Il leader della diaspora berlusconiana, Angelino Alfano, ha il difficile compito di dare ai propri parlamentari identità e cultura politica nella stagione che ci separa dalle elezioni. Impresa che si è rivelata dura per un veterano come Pierferdinando Casini e, al centro, impossibile per il senatore a vita Mario Monti. Sbaglia per ò Alfano a pensare – o ad ascoltare chi in tal senso lo indirizza – che schierando il suo movimento su posizioni «dure», demagogiche, «di destra», guadagnerà voti, consensi, attenzione. Al contrario, perder à stime, considerazione, spazio. Chi vuol menare gli immigranti, sbattere tutti in galera, usare la famiglia non come nido ma come spaventapasseri, ha già i suoi riferimenti a destra, e spesso tra i 5 Stelle.
Sperare che il no del Nuovo centro destra alle unioni civili tra omosessuali, proposte dal Partito democratico del neo segretario Matteo Renzi, ringalluzzisca la base cui guardano Alfano, Lupi, Mauro, è illusorio. L’Italia si è rivelata dai tempi dei referendum sul divorzio e l’aborto, mezzo secolo or sono, allergica alla politica dei valori, confermando che l’antico buon senso di casa nostra sa evitare le polemiche che a lungo hanno diviso l’America, per esempio, sull’interruzione di gravidanza. Due grandi regioni meridionali, la Sicilia e la Puglia, hanno eletto, con notevole presenza di voti cattolici e tradizionali, presidenti omosessuali, Crocetta e Vendola.
La destra occidentale ha ormai accettato, dalla Francia alla Gran Bretagna, culture di tolleranza e inclusione. In America, dove lo stesso Ronald Reagan trattò con compassione la morte per Aids dell’attore Rock Hudson fermando gli estremisti, i repubblicani sono divisi da febbri ideologiche, ma perfino le figlie dell’ex vicepresidente Dick Cheney, due conservatrici Doc, si dividono sulle nozze gay, ne parlano, non discriminano o tacciono.
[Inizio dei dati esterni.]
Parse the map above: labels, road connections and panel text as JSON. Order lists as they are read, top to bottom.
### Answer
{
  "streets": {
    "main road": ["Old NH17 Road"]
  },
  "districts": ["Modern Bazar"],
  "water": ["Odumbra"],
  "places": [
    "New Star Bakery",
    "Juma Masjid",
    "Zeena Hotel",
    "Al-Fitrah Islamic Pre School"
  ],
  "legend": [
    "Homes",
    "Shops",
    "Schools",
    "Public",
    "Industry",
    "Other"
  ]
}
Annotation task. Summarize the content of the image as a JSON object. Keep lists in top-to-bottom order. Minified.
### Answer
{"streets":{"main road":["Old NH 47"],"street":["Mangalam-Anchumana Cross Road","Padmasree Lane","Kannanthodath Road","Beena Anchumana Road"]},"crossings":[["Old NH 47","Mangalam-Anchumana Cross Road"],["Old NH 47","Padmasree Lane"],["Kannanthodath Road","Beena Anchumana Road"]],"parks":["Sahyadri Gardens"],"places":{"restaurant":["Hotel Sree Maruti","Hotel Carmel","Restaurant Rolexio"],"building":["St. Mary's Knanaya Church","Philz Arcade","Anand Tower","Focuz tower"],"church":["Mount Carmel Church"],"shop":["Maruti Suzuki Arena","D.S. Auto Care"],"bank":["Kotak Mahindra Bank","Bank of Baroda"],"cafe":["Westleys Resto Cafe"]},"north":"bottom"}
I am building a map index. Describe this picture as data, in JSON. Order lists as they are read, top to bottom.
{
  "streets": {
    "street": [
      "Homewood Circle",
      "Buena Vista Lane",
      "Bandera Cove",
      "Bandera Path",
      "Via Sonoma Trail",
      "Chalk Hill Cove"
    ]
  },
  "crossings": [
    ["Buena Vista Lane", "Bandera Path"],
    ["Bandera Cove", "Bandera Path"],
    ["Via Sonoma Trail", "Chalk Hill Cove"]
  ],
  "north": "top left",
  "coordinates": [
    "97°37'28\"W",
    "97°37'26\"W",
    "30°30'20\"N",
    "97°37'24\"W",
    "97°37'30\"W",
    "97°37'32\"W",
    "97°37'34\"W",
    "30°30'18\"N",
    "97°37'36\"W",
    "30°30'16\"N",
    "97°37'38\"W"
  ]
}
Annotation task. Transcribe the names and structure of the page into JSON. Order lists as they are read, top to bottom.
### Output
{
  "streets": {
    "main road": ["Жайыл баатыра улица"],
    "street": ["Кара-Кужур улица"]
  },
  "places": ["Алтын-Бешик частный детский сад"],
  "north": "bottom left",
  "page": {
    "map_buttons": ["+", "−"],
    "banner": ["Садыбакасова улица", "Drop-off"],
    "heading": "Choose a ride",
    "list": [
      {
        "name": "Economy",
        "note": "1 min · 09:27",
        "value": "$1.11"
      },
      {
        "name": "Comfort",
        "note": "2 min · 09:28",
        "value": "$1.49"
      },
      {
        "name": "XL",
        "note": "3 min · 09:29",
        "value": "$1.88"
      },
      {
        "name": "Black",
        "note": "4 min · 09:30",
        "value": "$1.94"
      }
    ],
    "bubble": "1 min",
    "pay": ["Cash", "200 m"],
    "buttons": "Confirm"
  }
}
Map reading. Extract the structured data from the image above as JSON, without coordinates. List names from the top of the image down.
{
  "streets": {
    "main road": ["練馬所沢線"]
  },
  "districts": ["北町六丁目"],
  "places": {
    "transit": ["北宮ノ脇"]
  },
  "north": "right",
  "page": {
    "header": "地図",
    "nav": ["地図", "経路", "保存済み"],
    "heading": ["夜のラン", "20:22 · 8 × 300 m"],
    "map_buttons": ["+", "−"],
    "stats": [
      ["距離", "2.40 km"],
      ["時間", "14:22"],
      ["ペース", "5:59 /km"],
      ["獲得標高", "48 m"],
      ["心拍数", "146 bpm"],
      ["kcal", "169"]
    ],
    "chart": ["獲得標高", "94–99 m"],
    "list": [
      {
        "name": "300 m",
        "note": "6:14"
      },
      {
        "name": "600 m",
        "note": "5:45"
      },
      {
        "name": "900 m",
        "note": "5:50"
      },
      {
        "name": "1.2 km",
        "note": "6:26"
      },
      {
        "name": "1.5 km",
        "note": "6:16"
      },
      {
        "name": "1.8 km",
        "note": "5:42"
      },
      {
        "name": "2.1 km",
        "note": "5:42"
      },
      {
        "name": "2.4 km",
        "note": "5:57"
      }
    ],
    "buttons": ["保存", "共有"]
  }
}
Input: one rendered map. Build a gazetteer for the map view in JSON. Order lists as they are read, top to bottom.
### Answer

La proposta di Renzi è soft, non si tratta di matrimoni omosessuali – pur ormai routine in tante metropoli da New York a Los Angeles -, ma di unioni civili che cancellano solo le più odiose discriminazioni a danno dei cittadini gay. Bloccarla non rende Alfano e il suo Ncd bastione credibile dei valori tradizionali, ma al contrario palcoscenico petulante, dove risuona la grancassa populista. Il voto cattolico in Italia è stato studiato a lungo, da Mannheimer a D’Alimonte, e non rivela correnti di maggioranza contro l’integrazione dei cittadini.
Nel suo libro «Il ventennio», l’ex presidente della Camera Gianfranco Fini riflette con amarezza sulla strada aspra che la destra italiana deve compiere per diventare definitivamente occidentale e liberale, amarezza tanto politica quanto esistenziale. La disattenzione di Silvio Berlusconi ai temi etici, l’accordo meccanico tra centrodestra e gerarchia della Chiesa italiana nel recente passato, hanno seminato confusione e opportunismi. Oggi il clima è diverso, dal Vaticano, alla Cei, alle parrocchie, ai movimenti, Comunione e Liberazione di don Carron in testa. Papa Francesco incanta il mondo restando saldo sulla strada maestra della Chiesa, ma ammonendo che essa va percorsa da «tutti i peccatori», senza barriere o protezionismi dell’anima. Il grido neo francescano «Chi sono io per discriminare quel peccatore…?» commuove le anime, ci parla di fratellanza per chi non condivide la nostra etica, la nostra condotta personale. Insomma la scommessa di Alfano è perdente nella tattica della politica e disastrosa nella strategia dei valori. E – se ci possiamo permettere – stride anche con la sua personalità, che non ha rivelato finora il difetto dell’astioso settarismo.